Problem to solve.
Your response must be made up of each line in the data below that contains the string "column".

=-=-=

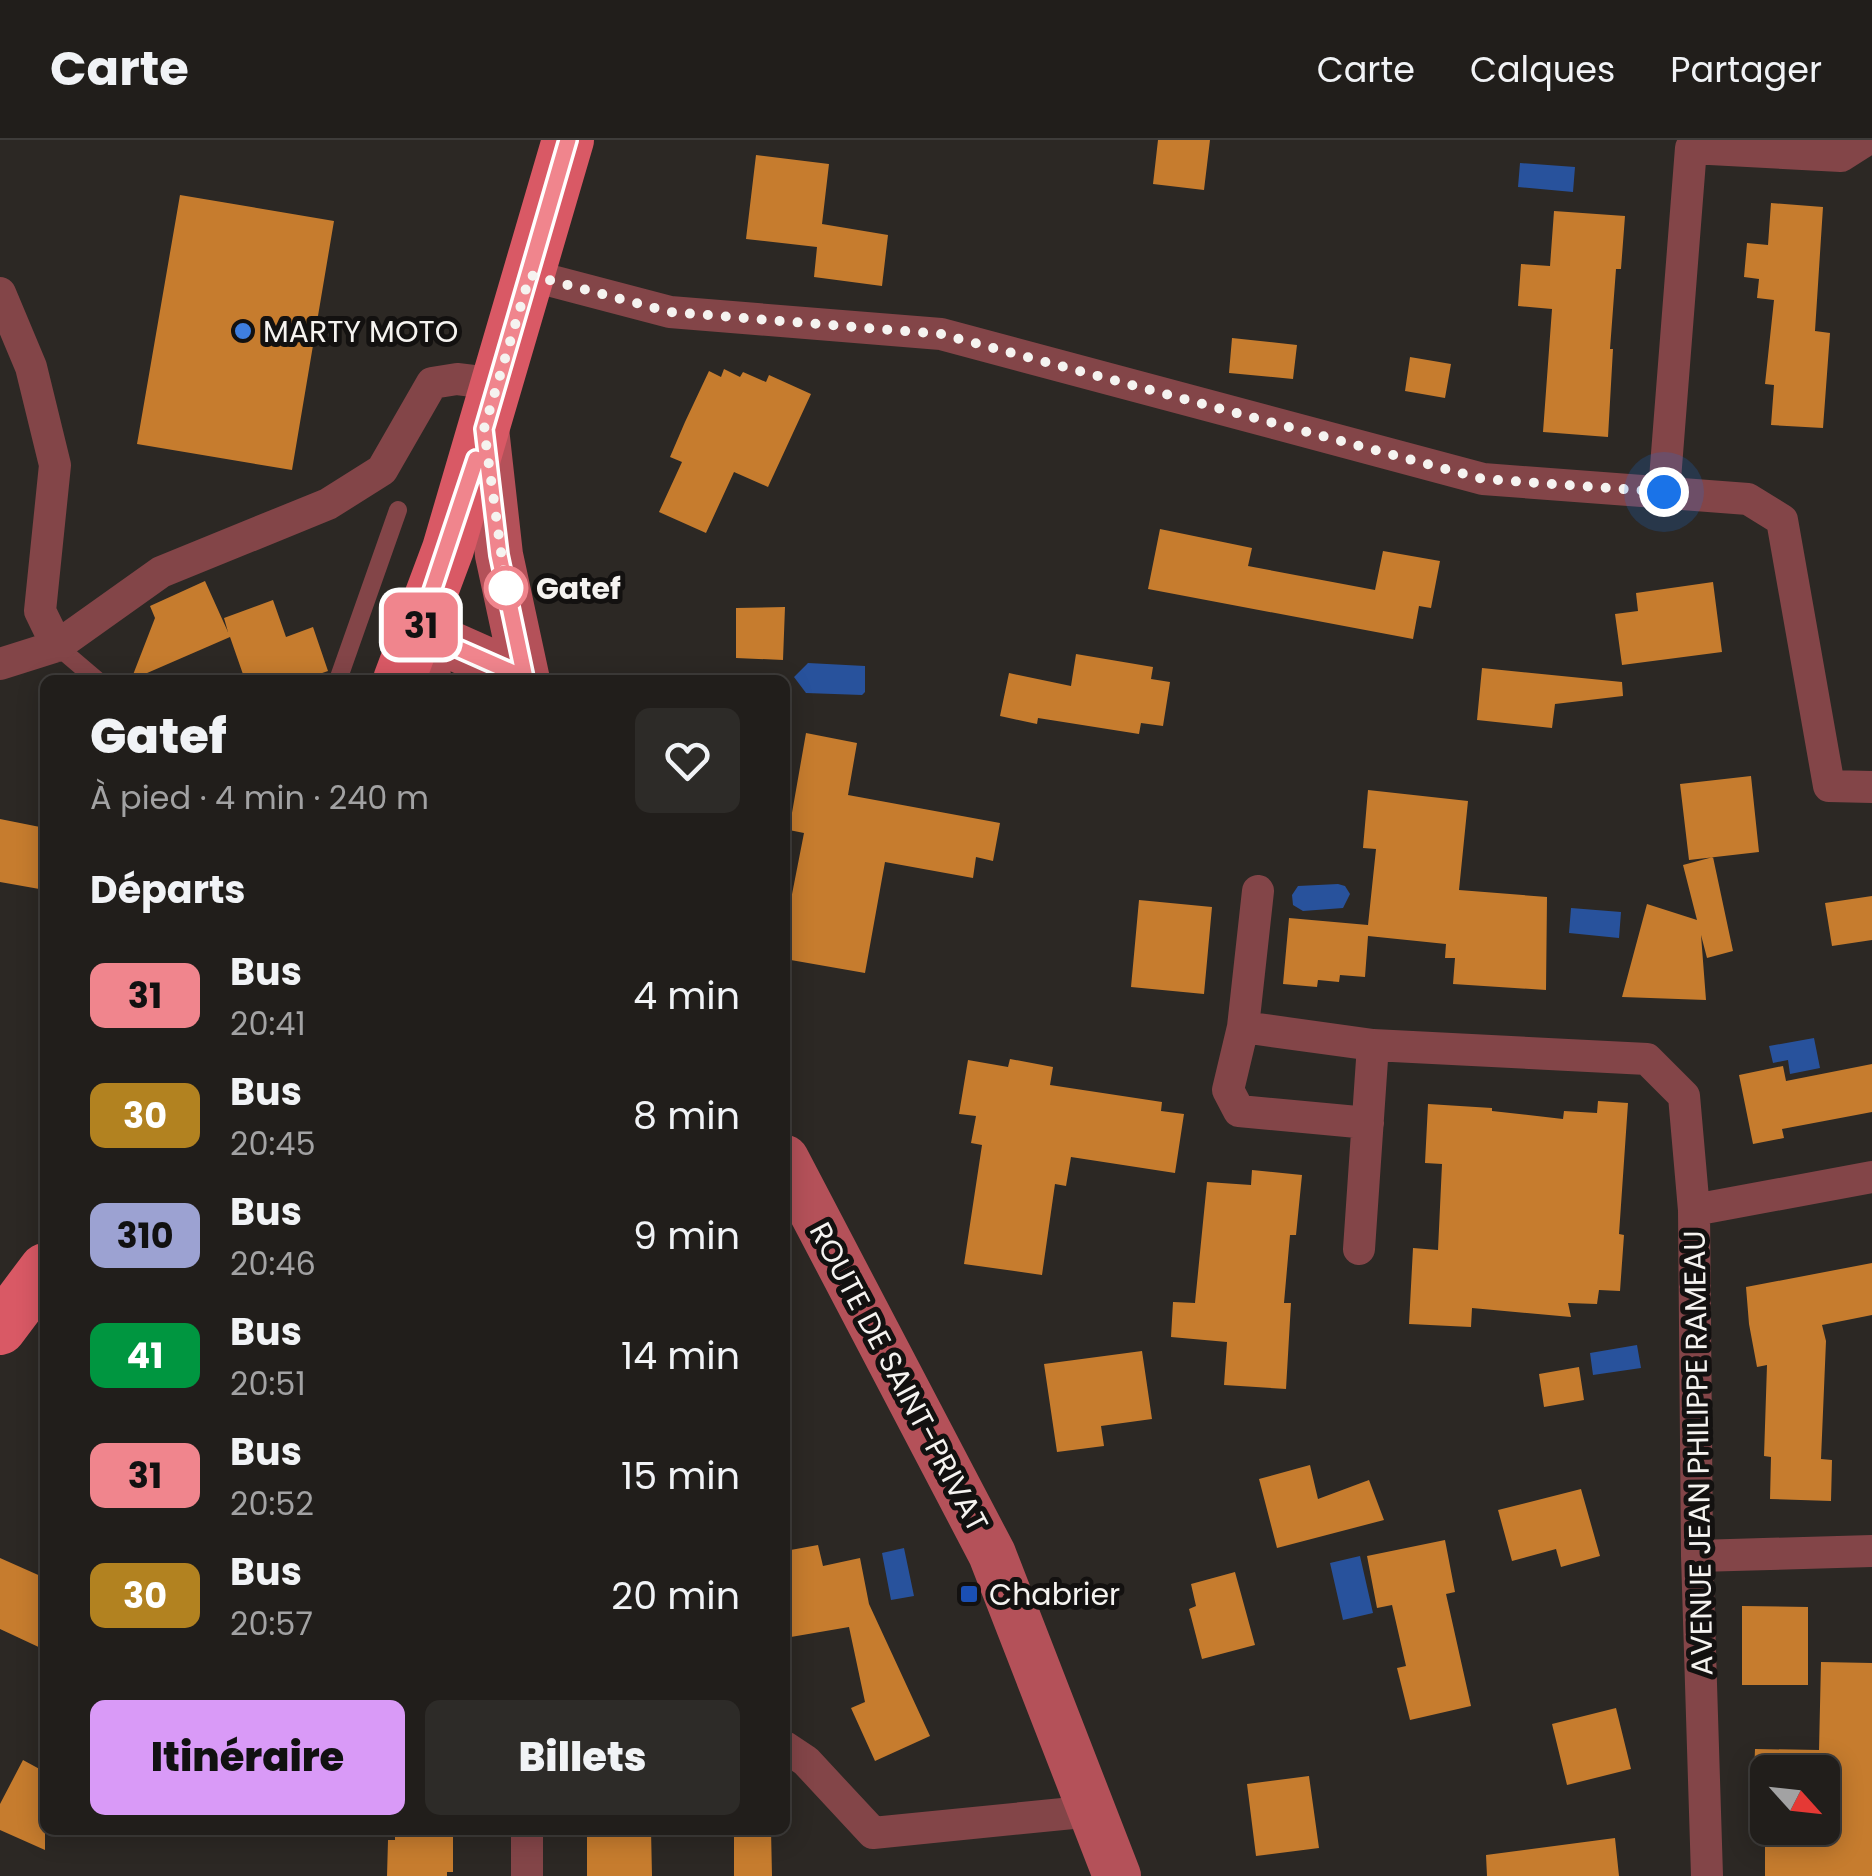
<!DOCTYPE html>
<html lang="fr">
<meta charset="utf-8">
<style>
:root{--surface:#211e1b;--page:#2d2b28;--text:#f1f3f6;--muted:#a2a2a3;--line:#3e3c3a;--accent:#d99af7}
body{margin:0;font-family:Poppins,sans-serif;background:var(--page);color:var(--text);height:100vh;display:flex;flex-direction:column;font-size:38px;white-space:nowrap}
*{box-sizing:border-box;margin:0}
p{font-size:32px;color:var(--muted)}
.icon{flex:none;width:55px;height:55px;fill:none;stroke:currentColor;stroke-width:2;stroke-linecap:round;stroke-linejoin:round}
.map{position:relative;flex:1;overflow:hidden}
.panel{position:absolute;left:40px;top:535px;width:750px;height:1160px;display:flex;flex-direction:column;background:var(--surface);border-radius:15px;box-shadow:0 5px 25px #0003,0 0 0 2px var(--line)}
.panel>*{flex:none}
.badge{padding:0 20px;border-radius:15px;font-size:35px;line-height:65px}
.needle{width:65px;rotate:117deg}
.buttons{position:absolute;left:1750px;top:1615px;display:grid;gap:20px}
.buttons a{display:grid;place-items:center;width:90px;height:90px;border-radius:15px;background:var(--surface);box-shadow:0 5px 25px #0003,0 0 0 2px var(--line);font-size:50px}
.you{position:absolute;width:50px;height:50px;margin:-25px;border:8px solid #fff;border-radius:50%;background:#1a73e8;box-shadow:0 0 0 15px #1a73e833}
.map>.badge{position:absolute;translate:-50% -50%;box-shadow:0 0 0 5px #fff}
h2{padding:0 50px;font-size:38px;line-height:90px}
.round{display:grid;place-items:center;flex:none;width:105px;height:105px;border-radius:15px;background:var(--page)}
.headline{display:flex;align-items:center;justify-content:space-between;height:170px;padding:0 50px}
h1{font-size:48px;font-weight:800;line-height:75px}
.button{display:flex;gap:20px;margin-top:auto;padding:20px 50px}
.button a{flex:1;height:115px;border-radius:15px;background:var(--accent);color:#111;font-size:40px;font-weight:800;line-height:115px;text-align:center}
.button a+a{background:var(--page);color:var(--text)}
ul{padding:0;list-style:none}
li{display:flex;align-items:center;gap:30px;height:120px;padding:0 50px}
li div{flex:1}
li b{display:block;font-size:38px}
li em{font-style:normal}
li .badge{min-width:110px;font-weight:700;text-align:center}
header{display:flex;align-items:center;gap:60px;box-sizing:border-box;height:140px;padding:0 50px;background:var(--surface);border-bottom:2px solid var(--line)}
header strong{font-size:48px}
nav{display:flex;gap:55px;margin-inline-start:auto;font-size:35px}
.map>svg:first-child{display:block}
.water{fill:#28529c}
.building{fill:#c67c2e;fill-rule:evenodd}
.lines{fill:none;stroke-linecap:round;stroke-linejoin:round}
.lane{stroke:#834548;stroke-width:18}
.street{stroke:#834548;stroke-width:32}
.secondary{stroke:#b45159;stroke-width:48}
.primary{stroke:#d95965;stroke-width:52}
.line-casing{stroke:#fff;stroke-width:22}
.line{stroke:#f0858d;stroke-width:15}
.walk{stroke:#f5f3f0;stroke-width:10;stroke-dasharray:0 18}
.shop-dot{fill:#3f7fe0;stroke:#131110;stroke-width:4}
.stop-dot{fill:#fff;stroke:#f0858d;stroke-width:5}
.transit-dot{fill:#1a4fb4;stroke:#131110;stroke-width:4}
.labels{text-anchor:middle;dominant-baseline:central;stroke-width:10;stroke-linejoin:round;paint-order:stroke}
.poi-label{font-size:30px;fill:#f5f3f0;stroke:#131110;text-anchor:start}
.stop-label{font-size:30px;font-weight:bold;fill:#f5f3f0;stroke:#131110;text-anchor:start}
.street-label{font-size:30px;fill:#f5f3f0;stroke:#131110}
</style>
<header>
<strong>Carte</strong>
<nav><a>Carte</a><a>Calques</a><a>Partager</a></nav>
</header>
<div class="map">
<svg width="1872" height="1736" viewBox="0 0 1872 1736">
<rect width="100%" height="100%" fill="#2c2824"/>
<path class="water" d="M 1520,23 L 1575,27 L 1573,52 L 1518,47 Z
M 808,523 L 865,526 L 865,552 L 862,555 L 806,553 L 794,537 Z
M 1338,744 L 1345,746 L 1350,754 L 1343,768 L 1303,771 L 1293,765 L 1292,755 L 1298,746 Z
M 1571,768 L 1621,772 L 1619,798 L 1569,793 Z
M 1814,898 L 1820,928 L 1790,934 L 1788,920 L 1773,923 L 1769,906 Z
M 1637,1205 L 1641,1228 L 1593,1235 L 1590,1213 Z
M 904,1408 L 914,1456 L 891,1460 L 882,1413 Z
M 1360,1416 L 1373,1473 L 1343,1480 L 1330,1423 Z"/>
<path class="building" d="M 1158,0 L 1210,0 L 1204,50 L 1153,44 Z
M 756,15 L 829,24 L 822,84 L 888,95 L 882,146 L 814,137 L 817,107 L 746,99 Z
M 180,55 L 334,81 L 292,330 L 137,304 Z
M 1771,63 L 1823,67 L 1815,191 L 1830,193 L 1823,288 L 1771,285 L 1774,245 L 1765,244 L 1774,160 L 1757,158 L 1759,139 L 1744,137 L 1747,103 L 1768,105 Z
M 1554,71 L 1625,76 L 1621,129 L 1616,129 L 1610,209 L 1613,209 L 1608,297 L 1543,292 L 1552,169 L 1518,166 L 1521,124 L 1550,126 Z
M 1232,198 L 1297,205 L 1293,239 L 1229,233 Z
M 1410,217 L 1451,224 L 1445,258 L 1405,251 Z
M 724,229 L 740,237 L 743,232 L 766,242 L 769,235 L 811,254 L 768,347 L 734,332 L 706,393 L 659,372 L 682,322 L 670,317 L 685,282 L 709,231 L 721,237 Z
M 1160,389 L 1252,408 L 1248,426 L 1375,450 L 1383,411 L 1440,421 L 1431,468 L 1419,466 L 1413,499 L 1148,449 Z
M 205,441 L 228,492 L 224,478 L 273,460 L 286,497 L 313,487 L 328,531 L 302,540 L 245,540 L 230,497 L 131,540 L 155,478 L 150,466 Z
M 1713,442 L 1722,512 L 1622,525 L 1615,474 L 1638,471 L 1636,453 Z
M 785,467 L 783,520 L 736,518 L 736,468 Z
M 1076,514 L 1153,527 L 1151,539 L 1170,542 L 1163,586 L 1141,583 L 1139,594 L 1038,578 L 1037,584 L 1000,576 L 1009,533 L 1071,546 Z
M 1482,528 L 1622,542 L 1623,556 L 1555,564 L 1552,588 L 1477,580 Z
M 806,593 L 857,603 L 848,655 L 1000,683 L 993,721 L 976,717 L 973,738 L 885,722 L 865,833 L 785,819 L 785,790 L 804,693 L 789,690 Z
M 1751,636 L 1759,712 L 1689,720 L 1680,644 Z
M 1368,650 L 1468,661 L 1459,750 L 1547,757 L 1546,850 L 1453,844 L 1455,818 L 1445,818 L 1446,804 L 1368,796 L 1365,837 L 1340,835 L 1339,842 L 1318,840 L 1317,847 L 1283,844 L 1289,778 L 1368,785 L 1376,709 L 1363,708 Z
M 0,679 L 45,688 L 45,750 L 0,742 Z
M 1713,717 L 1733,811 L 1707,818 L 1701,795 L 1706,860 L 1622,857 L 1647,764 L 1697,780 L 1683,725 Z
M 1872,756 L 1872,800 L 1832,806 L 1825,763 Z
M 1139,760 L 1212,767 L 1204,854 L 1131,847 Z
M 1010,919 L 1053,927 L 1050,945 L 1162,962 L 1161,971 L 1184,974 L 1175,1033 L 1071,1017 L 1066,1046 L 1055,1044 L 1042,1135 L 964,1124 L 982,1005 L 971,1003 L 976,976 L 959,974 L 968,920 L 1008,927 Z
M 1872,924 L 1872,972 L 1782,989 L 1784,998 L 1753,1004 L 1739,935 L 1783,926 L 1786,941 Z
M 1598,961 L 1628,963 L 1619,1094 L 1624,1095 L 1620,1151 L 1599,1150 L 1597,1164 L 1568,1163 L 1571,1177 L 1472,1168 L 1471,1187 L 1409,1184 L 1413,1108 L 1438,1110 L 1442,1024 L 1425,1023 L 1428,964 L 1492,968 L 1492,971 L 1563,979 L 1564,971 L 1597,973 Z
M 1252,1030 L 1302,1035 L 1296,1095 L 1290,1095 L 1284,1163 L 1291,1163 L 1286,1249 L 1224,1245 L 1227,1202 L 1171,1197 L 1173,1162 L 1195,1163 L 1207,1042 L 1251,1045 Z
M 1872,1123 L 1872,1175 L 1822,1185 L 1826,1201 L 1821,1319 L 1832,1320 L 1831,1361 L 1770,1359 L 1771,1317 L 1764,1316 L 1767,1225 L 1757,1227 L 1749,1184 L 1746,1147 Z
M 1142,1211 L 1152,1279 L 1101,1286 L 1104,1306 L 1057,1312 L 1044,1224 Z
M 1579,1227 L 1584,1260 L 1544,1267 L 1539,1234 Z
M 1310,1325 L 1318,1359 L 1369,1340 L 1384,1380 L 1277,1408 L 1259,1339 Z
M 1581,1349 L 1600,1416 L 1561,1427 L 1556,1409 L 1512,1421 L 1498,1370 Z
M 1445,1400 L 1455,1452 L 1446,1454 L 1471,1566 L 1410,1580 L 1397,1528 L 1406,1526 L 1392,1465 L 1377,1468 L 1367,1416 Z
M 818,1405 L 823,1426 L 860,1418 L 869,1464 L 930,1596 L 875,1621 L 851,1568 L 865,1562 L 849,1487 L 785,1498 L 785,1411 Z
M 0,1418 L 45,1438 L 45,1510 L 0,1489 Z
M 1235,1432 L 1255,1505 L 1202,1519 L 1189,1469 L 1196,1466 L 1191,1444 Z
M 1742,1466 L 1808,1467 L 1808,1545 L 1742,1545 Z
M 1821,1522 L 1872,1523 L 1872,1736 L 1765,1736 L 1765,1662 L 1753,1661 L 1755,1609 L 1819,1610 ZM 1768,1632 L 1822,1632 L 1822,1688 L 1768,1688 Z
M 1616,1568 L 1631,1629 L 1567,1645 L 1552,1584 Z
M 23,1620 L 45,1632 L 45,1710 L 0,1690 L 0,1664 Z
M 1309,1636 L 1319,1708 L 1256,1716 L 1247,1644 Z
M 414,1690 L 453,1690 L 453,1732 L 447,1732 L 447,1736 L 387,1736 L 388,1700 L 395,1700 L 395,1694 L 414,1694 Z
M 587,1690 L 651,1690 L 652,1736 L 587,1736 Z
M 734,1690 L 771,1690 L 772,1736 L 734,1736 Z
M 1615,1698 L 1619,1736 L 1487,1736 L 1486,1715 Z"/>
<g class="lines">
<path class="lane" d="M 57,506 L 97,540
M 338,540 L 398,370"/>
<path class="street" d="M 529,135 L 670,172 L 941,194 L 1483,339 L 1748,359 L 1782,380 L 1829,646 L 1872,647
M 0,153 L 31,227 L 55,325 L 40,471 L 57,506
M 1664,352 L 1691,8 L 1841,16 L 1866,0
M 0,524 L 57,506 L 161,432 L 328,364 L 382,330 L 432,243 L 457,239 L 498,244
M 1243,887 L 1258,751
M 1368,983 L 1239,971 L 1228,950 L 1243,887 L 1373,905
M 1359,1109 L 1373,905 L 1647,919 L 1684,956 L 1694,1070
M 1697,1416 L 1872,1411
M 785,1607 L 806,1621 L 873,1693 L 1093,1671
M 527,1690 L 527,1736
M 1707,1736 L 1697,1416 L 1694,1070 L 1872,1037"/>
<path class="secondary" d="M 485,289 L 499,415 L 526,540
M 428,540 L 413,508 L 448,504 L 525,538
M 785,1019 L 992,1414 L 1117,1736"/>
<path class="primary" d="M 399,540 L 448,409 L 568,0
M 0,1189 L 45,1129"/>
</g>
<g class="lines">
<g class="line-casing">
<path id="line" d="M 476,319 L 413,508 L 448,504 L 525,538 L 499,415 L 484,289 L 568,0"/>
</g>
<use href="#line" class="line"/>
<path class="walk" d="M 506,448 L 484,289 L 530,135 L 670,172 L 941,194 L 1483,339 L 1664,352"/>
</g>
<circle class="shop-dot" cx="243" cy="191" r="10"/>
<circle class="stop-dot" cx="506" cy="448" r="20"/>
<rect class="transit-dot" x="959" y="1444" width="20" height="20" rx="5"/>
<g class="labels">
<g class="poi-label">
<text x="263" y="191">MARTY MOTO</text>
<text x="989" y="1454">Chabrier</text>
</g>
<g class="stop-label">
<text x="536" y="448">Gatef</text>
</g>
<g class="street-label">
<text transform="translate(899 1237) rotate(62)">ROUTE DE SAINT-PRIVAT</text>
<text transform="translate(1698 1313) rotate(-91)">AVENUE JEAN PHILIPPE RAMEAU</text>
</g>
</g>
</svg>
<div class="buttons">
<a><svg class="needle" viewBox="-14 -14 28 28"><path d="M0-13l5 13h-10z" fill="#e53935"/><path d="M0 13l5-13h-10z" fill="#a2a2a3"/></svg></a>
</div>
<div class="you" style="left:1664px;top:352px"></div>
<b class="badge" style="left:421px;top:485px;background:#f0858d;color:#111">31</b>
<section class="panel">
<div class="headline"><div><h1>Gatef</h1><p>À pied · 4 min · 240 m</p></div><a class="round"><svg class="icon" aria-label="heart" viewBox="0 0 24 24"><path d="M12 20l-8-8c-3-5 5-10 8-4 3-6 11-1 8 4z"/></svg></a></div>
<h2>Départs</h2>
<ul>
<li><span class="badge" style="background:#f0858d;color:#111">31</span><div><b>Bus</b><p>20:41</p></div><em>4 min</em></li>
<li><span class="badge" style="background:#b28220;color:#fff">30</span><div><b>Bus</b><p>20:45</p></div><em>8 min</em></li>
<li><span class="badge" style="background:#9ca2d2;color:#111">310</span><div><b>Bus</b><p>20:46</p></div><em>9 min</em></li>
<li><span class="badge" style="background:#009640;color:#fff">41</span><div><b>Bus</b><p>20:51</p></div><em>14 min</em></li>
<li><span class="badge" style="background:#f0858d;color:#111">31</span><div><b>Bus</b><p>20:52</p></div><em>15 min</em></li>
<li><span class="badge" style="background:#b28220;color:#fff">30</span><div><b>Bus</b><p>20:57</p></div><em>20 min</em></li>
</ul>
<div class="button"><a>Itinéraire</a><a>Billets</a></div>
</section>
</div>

=-=-=

Result of this task.
body{margin:0;font-family:Poppins,sans-serif;background:var(--page);color:var(--text);height:100vh;display:flex;flex-direction:column;font-size:38px;white-space:nowrap}
.panel{position:absolute;left:40px;top:535px;width:750px;height:1160px;display:flex;flex-direction:column;background:var(--surface);border-radius:15px;box-shadow:0 5px 25px #0003,0 0 0 2px var(--line)}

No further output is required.